| EXERCISE OBJECTIVE |
Scan the entries below and extract each line with the word "html" in it.

| RECORDS SUPPLIED |

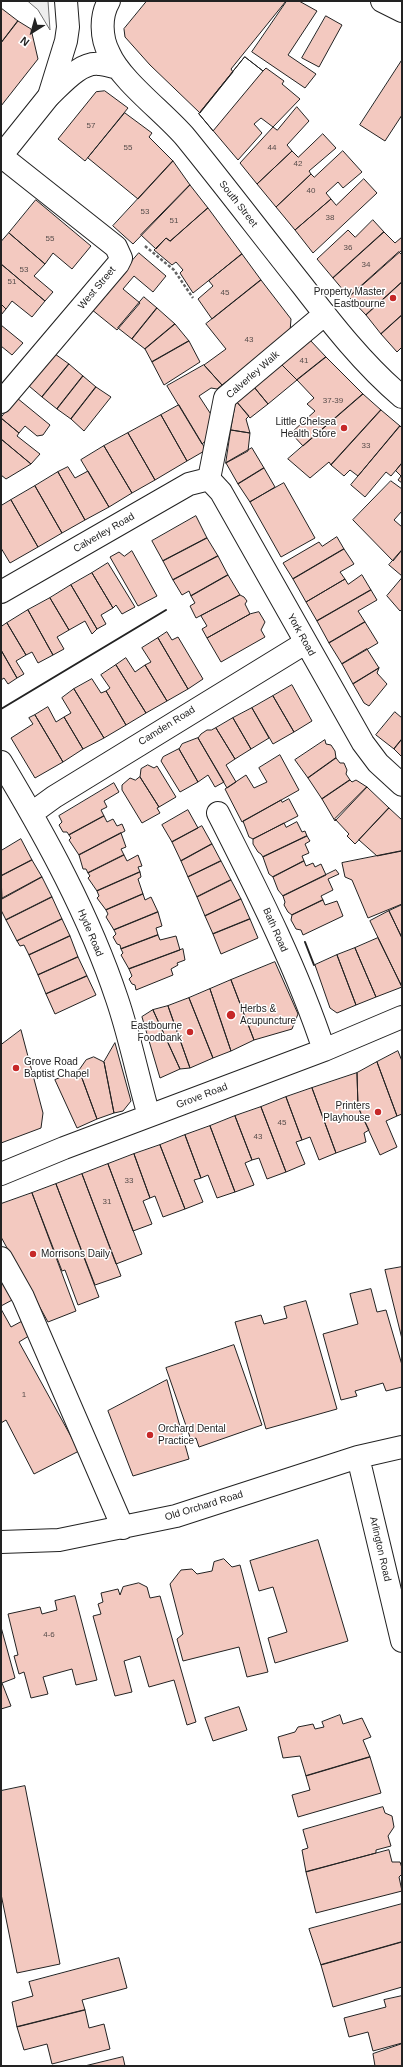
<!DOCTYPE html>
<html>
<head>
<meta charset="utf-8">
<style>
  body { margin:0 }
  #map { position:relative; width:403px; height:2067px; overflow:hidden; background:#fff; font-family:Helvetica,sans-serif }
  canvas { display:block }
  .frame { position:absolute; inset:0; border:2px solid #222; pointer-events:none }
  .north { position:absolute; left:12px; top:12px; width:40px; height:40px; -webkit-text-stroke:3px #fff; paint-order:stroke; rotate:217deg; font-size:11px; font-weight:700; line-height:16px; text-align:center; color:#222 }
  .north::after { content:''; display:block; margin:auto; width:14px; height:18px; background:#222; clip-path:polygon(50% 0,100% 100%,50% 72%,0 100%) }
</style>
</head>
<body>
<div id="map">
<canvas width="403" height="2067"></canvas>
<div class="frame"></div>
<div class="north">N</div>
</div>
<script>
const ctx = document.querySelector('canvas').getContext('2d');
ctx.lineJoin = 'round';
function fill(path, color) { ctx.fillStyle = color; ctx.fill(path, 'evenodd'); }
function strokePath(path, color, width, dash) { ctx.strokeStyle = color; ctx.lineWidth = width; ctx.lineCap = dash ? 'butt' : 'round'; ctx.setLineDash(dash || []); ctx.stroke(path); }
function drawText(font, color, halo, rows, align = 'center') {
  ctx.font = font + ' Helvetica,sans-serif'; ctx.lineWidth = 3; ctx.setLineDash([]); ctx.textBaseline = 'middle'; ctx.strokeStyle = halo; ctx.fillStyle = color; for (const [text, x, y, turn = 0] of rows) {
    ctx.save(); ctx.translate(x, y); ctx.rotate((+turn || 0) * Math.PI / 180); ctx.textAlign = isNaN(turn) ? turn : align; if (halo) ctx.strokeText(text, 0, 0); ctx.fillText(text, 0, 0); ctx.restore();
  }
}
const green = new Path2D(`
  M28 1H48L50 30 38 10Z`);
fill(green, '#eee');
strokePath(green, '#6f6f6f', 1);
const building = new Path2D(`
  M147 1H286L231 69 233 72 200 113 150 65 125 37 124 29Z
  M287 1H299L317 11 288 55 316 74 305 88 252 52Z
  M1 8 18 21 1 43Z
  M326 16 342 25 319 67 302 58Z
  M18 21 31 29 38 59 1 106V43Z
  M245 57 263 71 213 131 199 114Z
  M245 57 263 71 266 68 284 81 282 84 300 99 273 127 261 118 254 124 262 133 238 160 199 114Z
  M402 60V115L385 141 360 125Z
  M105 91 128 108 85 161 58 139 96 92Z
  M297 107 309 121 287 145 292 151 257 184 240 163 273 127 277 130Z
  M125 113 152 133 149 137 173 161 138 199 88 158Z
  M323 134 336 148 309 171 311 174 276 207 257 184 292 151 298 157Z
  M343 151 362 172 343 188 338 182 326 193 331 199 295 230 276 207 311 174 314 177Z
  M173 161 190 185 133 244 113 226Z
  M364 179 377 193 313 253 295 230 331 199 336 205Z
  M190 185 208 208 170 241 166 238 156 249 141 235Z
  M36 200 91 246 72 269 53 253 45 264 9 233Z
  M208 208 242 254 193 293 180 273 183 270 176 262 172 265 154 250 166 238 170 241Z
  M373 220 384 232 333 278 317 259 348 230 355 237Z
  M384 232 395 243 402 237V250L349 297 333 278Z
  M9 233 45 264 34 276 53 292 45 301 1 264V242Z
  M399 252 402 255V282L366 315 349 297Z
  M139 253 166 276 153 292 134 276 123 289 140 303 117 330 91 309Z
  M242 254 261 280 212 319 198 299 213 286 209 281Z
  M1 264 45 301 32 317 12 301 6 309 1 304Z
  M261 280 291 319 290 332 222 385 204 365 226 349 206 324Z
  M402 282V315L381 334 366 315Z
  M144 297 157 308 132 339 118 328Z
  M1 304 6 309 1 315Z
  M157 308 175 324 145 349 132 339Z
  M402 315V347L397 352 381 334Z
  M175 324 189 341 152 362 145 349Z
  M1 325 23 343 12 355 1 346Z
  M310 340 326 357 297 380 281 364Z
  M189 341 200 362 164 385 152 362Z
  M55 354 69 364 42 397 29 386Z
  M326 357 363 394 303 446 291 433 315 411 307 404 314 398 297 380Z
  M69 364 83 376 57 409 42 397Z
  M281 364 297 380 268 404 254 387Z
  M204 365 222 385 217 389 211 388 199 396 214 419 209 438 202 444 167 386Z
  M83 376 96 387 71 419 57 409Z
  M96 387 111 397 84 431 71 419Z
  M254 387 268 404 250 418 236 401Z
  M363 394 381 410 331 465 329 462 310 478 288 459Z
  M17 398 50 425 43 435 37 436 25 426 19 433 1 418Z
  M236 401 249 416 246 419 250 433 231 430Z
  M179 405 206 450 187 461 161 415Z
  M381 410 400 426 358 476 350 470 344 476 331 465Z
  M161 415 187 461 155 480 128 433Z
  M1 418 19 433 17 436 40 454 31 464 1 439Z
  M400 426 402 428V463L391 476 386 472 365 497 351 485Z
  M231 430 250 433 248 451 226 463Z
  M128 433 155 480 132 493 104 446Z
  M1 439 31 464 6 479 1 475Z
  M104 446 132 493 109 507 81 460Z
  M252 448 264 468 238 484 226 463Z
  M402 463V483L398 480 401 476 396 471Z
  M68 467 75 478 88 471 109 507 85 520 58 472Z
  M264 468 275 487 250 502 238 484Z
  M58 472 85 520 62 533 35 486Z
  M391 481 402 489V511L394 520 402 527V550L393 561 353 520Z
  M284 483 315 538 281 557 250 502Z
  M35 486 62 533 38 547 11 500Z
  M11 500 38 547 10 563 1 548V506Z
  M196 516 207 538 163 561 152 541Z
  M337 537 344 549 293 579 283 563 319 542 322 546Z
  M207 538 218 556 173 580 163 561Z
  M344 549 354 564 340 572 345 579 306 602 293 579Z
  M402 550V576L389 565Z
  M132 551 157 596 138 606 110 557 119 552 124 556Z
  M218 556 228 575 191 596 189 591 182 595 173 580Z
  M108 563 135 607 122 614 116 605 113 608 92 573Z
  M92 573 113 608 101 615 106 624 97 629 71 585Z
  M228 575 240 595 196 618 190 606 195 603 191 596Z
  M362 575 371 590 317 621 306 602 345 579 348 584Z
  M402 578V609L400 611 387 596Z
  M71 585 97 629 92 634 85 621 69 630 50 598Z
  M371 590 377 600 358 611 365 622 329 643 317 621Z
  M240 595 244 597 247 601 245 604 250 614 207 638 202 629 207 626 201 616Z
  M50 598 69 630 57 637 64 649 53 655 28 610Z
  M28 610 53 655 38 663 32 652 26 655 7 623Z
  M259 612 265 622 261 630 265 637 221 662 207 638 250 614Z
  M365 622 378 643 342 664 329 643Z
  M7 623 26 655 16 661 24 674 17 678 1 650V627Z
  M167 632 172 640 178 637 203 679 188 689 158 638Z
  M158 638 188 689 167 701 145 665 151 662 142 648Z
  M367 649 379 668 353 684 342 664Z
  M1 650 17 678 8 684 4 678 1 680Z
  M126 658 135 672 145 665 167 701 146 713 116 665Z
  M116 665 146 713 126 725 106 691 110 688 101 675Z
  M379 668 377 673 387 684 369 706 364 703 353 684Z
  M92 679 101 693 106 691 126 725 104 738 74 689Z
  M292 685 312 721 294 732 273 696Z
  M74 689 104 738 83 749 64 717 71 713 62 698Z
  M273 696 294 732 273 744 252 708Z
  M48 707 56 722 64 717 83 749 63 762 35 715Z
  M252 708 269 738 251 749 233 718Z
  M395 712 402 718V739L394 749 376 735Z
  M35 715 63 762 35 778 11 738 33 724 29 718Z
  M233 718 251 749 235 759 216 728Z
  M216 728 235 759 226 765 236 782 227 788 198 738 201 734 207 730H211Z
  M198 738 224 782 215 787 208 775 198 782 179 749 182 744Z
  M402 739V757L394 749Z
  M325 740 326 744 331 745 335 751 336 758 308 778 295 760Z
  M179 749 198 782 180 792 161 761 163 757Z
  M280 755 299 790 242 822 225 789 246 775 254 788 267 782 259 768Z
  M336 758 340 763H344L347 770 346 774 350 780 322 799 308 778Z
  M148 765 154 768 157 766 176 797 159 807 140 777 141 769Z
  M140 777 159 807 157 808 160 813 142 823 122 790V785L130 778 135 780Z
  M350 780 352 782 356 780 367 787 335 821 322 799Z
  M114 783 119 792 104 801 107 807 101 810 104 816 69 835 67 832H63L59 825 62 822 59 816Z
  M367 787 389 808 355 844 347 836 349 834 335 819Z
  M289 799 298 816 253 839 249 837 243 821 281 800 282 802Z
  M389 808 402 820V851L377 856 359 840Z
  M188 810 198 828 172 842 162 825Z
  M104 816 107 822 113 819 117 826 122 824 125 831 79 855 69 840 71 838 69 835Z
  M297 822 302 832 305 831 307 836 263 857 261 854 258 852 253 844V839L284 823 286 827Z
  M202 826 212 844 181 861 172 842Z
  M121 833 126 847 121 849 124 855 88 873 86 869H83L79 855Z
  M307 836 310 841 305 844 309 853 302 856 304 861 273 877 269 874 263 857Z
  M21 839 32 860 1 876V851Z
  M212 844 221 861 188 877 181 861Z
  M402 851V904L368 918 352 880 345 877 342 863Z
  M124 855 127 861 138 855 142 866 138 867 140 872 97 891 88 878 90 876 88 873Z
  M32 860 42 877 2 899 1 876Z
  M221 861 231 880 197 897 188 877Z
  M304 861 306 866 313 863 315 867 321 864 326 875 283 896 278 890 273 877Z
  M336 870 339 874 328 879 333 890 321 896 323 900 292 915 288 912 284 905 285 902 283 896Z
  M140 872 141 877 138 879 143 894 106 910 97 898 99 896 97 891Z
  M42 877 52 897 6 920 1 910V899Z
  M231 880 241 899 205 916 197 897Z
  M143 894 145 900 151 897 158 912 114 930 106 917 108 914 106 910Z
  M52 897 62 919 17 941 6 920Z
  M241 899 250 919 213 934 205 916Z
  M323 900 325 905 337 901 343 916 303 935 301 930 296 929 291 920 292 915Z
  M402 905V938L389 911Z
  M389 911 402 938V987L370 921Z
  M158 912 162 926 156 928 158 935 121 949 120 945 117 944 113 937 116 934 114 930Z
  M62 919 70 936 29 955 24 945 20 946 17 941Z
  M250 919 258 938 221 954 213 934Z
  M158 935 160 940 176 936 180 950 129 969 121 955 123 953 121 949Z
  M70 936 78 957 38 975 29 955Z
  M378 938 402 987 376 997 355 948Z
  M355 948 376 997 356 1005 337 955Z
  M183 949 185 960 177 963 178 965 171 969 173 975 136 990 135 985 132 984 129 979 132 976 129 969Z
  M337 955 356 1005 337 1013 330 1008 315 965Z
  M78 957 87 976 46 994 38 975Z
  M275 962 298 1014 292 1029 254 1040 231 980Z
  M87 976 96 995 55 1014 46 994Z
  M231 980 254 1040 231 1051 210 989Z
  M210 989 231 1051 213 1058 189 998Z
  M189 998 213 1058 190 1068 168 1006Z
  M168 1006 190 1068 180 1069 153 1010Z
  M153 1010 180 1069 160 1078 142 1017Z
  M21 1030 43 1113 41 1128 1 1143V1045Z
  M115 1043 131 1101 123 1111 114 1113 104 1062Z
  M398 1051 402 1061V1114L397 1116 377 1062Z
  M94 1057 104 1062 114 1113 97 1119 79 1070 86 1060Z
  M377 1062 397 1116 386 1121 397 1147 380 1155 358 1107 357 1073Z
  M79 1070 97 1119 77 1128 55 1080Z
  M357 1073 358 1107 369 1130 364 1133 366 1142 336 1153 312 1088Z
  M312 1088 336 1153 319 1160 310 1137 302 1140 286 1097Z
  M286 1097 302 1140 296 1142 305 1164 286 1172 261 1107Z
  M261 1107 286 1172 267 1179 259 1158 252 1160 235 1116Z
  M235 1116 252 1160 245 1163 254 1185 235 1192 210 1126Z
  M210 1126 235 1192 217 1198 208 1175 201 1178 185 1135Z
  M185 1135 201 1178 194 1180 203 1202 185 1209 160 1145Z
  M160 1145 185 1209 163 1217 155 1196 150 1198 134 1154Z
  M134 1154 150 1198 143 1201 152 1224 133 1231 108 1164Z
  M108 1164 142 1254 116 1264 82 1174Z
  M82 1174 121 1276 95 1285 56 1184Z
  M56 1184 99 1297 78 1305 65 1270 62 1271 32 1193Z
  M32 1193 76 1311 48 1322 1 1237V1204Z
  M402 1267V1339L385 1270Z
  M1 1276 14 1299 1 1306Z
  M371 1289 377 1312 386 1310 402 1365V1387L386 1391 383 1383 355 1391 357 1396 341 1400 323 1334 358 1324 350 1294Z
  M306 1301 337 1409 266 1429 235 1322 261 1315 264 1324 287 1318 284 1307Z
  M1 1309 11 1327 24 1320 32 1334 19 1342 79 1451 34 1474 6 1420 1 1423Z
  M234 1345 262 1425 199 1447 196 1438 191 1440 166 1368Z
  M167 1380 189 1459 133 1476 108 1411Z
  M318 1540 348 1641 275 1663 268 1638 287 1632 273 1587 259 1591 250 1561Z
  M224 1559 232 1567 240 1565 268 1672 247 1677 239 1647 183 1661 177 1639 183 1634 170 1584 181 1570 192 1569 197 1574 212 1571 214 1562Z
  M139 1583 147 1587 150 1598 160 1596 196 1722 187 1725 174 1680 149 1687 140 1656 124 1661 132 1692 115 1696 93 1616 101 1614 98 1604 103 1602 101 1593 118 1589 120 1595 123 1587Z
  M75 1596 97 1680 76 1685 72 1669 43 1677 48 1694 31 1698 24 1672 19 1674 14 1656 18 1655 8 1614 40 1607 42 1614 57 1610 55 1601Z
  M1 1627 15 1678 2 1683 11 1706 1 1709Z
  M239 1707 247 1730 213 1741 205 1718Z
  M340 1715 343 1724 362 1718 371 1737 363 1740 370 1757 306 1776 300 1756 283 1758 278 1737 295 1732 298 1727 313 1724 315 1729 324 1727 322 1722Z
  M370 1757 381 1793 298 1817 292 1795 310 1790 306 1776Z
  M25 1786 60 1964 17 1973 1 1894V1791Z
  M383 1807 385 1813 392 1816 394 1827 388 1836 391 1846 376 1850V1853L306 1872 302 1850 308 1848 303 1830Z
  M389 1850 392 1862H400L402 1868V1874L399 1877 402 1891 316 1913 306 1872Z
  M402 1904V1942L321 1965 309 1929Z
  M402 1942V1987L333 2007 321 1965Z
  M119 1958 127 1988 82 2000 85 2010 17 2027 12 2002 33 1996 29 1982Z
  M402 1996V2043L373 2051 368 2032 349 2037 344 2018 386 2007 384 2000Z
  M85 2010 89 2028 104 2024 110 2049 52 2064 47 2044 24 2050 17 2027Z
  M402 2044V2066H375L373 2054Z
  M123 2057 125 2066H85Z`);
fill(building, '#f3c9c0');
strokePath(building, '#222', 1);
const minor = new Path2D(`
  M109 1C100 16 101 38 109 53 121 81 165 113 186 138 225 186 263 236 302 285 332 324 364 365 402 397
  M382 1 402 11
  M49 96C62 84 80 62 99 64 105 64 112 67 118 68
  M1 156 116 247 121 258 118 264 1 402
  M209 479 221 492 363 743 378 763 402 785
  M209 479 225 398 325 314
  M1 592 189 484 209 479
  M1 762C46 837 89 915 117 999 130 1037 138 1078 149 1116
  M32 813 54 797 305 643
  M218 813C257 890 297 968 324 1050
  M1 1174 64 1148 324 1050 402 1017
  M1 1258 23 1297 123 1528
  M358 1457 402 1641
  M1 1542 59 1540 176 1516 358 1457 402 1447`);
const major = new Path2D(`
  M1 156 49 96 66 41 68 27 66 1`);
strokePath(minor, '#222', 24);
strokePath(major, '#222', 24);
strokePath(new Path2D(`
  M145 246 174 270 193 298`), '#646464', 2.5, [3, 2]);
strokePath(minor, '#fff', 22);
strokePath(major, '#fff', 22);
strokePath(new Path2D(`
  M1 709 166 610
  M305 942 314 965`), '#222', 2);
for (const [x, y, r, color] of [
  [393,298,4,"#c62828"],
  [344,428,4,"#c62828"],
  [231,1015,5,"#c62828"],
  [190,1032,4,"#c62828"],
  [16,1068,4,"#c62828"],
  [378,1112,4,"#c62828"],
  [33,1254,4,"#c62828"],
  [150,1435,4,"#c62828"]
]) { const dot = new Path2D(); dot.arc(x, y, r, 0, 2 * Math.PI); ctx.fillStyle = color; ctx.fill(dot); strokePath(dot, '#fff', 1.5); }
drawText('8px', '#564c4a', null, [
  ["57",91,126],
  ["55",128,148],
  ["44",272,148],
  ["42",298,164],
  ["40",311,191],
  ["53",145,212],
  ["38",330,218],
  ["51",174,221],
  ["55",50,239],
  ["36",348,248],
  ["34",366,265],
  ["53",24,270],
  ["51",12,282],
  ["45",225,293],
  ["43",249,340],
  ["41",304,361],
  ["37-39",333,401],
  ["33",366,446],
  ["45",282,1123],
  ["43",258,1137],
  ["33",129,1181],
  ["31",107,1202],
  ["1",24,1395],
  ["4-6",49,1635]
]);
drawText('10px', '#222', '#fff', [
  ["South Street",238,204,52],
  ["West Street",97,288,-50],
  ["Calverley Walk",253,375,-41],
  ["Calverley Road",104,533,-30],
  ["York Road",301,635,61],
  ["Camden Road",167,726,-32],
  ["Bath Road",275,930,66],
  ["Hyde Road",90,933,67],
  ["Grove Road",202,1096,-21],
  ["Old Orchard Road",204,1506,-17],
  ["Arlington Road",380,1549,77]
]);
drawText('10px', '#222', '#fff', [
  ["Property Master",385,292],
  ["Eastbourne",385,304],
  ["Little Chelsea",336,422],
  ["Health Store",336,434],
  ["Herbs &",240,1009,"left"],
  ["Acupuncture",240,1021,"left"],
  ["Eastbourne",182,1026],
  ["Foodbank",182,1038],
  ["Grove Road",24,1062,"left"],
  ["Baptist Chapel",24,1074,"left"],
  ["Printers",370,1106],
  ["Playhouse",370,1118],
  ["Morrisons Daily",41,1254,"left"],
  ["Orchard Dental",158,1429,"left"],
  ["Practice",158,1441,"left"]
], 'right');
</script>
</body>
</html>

* * *

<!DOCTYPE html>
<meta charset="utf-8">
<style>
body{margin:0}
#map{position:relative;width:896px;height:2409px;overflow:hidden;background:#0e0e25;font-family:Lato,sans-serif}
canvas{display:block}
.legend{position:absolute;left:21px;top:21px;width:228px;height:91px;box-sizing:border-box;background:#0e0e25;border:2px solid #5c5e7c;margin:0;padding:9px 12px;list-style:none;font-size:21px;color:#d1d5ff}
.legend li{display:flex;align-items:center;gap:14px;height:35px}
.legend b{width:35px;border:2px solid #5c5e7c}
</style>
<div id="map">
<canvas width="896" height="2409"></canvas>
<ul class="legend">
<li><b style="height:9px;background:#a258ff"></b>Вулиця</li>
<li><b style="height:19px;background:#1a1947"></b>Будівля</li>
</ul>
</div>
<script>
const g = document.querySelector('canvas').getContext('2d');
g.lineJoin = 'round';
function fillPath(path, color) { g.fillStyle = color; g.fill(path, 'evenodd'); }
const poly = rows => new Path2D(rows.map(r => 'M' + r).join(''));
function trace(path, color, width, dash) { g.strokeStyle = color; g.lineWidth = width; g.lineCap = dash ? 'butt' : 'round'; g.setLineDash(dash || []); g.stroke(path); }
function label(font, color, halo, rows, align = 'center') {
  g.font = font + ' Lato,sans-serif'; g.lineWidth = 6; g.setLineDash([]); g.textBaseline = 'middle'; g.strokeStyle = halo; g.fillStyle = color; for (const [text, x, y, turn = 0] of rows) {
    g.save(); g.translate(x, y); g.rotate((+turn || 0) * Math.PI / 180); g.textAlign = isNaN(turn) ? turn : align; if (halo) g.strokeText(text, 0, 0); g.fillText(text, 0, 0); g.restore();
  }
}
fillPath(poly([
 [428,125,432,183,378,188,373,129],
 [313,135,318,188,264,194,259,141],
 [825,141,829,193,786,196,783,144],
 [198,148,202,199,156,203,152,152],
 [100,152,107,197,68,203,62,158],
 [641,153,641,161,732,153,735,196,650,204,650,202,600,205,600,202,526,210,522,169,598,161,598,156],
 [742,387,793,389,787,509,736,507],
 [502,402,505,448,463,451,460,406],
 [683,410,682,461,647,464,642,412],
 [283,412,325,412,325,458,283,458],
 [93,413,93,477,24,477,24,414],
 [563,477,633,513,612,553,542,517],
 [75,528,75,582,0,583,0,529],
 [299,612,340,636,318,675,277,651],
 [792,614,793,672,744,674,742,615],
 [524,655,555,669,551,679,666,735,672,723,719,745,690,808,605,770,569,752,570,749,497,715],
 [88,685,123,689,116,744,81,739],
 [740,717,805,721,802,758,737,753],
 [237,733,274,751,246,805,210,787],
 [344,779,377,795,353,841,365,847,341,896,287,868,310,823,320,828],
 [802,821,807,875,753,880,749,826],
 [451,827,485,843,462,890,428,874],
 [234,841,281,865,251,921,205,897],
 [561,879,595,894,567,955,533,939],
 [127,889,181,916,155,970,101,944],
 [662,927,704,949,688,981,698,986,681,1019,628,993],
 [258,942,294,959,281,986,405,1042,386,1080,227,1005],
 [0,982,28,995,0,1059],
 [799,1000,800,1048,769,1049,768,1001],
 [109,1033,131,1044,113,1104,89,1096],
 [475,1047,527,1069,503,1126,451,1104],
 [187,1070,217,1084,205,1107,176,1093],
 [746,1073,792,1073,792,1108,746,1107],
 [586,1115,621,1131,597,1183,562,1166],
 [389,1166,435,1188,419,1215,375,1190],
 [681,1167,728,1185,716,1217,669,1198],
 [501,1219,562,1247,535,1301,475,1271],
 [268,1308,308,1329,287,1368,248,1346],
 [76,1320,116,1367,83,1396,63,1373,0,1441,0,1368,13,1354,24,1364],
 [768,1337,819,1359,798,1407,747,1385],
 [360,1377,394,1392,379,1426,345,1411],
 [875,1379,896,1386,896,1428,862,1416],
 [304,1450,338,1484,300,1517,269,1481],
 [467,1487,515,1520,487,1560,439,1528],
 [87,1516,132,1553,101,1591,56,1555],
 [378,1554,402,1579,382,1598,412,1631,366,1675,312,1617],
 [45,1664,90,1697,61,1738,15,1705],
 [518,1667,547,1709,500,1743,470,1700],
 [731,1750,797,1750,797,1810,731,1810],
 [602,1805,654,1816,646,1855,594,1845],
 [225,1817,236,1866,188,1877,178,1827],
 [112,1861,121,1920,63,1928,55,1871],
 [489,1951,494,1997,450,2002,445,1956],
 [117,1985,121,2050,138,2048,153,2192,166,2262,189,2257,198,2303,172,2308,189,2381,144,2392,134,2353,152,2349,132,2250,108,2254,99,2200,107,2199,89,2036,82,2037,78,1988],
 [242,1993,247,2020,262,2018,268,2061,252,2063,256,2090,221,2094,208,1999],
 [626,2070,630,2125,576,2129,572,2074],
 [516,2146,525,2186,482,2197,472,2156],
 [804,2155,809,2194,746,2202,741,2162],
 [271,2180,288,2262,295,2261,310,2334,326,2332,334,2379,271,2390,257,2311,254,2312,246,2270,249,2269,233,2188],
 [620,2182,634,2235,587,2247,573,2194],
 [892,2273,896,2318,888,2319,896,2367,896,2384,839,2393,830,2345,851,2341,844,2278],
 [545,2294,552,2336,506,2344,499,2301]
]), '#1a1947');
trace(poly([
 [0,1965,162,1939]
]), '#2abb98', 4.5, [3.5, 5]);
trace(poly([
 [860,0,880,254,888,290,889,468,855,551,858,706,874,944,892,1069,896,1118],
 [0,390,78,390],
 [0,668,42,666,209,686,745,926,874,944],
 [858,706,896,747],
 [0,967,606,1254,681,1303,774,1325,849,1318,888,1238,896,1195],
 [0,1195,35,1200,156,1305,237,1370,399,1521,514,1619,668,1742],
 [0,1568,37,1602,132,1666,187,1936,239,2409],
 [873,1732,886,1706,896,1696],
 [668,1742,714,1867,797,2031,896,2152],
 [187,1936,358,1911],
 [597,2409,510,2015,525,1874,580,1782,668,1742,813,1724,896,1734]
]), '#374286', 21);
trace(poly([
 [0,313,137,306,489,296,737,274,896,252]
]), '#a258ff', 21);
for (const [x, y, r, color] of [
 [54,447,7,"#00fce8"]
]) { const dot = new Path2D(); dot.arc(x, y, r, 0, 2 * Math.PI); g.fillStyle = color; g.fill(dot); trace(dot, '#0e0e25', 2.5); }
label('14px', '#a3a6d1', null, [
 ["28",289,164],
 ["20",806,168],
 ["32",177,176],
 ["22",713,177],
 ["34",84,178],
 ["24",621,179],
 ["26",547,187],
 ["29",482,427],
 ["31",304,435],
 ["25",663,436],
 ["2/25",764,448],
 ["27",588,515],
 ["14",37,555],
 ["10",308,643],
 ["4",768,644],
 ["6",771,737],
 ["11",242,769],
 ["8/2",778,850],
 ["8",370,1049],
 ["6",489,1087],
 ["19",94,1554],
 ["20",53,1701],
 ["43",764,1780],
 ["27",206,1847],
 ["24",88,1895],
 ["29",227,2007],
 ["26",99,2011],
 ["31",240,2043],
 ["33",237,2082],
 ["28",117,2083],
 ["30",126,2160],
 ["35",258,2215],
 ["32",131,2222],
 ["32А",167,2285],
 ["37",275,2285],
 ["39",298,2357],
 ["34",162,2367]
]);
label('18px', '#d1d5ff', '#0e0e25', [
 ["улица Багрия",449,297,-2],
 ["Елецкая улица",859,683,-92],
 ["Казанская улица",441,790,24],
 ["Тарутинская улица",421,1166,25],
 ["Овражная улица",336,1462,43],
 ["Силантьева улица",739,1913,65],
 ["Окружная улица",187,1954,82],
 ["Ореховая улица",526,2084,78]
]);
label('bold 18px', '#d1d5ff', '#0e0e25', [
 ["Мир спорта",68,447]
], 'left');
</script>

| ANSWER TO THE EXERCISE |
<!DOCTYPE html>
<html>
</html>
<!DOCTYPE html>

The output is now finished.